Computes marginal posterior probabilities (slab probabilities) that data points have non-zero mean for the spike-and-slab prior with a Beta(beta_kappa,beta_lambda) prior on the mixing parameter. The posterior mean is also provided.

Usage

fast_spike_slab_beta(
  x,
  sigma = 1,
  m = 20,
  slab = "Laplace",
  Laplace_lambda = 0.5,
  Cauchy_gamma = 1,
  beta_kappa = 1,
  beta_lambda,
  show_progress = TRUE
)

Arguments

x

Vector of n data points

sigma

Standard deviation of the Gaussian noise in the data. May also be set to "auto", in which case sigma is estimated using the estimateSigma function from the selectiveInference package

m

The number of discretization points used is proportional to m*sqrt(n). The larger m, the better the approximation, but the runtime also increases linearly with m. The default m=20 usually gives sufficient numerical precision.

slab

Slab distribution. Must be either "Laplace" or "Cauchy".

Laplace_lambda

Parameter of the Laplace slab

Cauchy_gamma

Parameter of the Cauchy slab

beta_kappa

Parameter of the beta-distribution

beta_lambda

Parameter of the beta-distribution. Default value=n+1

show_progress

Boolean that indicates whether to show a progress bar

Details

The run-time is O(m*n^(3/2)) on n data points, which means that doubling the size of the data leads to an increase in computation time by approximately a factor of 2*sqrt(2)=2.8. Data sets of size n=100,000 should be feasible within approximately 30 minutes.

Value

list (postprobs, postmean, sigma), where postprobs is a vector of marginal posterior slab probabilities that x[i]x[i] has non-zero mean for i=1,...,ni=1,...,n; postmean is a vector with the posterior mean for the x[i]x[i]; and sigma is the value of sigma (this may be of interest when the sigma="auto" option is used)

Examples

# Illustrate that fast_spike_slab_beta is a faster way to compute the same results as
# general_sequence_model on the beta-binomial prior

# Generate data
n <- 500          # sample size
n_signal <- 25    # number of non-zero theta
A <- 5            # signal strength
theta <- c(rep(A,n_signal), rep(0,n-n_signal))
x <- theta + rnorm(n, sd=1)

# Choose slab
slab <- "Cauchy"
Cauchy_gamma <- 1

cat("Running fast_spike_slab_beta (fast for very large n)...\n")
res_fss <- fast_spike_slab_beta(x, sigma=1, slab=slab, Cauchy_gamma=Cauchy_gamma)

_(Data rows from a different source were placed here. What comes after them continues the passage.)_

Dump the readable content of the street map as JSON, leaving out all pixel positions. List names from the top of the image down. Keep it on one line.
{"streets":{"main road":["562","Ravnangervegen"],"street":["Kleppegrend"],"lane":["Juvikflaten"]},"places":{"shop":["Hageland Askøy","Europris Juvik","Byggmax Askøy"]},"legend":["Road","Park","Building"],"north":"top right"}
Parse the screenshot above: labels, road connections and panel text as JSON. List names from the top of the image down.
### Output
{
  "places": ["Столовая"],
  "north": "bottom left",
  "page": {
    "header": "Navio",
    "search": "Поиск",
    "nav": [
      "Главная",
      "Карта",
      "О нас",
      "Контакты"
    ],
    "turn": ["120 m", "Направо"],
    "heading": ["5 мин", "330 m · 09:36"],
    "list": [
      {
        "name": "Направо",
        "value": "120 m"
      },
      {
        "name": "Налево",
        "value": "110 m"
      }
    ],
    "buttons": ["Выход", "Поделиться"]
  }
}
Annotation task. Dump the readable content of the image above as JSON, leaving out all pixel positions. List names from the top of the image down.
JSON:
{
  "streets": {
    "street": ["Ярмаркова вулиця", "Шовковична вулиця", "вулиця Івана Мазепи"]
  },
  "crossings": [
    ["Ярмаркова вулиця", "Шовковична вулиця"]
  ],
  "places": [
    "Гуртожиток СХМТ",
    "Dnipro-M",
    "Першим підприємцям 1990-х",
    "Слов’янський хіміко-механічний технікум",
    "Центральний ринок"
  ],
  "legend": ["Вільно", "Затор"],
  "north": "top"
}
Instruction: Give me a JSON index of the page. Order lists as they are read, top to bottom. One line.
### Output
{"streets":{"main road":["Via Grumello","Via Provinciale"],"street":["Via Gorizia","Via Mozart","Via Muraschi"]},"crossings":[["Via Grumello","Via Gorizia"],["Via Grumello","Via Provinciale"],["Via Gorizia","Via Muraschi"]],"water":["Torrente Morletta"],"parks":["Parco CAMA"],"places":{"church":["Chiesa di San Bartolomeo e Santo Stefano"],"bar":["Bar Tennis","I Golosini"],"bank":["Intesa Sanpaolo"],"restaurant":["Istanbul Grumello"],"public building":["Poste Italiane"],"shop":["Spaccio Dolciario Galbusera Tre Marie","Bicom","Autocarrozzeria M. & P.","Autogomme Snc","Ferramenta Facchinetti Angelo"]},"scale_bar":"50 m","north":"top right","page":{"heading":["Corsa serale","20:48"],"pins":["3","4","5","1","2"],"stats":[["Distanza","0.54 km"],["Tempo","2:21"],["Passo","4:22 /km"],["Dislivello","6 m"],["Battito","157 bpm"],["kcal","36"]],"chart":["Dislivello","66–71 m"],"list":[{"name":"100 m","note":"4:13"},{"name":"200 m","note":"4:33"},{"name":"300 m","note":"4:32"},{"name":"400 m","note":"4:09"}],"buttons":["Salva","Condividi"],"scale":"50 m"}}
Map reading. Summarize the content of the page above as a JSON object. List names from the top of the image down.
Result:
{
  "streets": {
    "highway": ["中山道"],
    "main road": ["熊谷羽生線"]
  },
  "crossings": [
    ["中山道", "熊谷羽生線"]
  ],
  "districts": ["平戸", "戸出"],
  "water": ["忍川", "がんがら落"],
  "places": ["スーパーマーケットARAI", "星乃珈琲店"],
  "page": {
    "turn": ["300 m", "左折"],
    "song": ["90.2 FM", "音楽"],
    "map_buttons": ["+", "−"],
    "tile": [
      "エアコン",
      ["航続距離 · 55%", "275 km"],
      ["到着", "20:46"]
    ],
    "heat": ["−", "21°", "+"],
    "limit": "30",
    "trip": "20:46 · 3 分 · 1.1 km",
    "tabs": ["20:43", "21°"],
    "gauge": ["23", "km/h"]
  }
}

cat("Running general_sequence_model (slower for very large n)...\n")
res_gsm <- general_sequence_model(x, sigma=1, slab=slab,
                                  log_prior="beta-binomial", Cauchy_gamma=Cauchy_gamma)

cat("Maximum difference in marginal posterior slab probabilities:",
    max(abs(res_gsm$postprobs - res_fss$postprobs)))
cat("\nMaximum difference in posterior means:",
    max(abs(res_gsm$postmean - res_fss$postmean)), "\n")

# Plot means
M=max(abs(x))+1
plot(1:n, x, pch=20, ylim=c(-M,M), col='green', xlab="", ylab="",
     main="Posterior Means (Same for Both Methods)")
points(1:n, theta, pch=20, col='blue')
points(1:n, res_gsm$postmean, pch=20, col='black', cex=0.6)
points(1:n, res_fss$postmean, pch=20, col='magenta', cex=0.6)
legend("topright", legend=c("general_sequence_model", "fast_spike_slab_beta",
                            "data", "truth"),
       col=c("black", "magenta", "green", "blue"), pch=20, cex=0.7)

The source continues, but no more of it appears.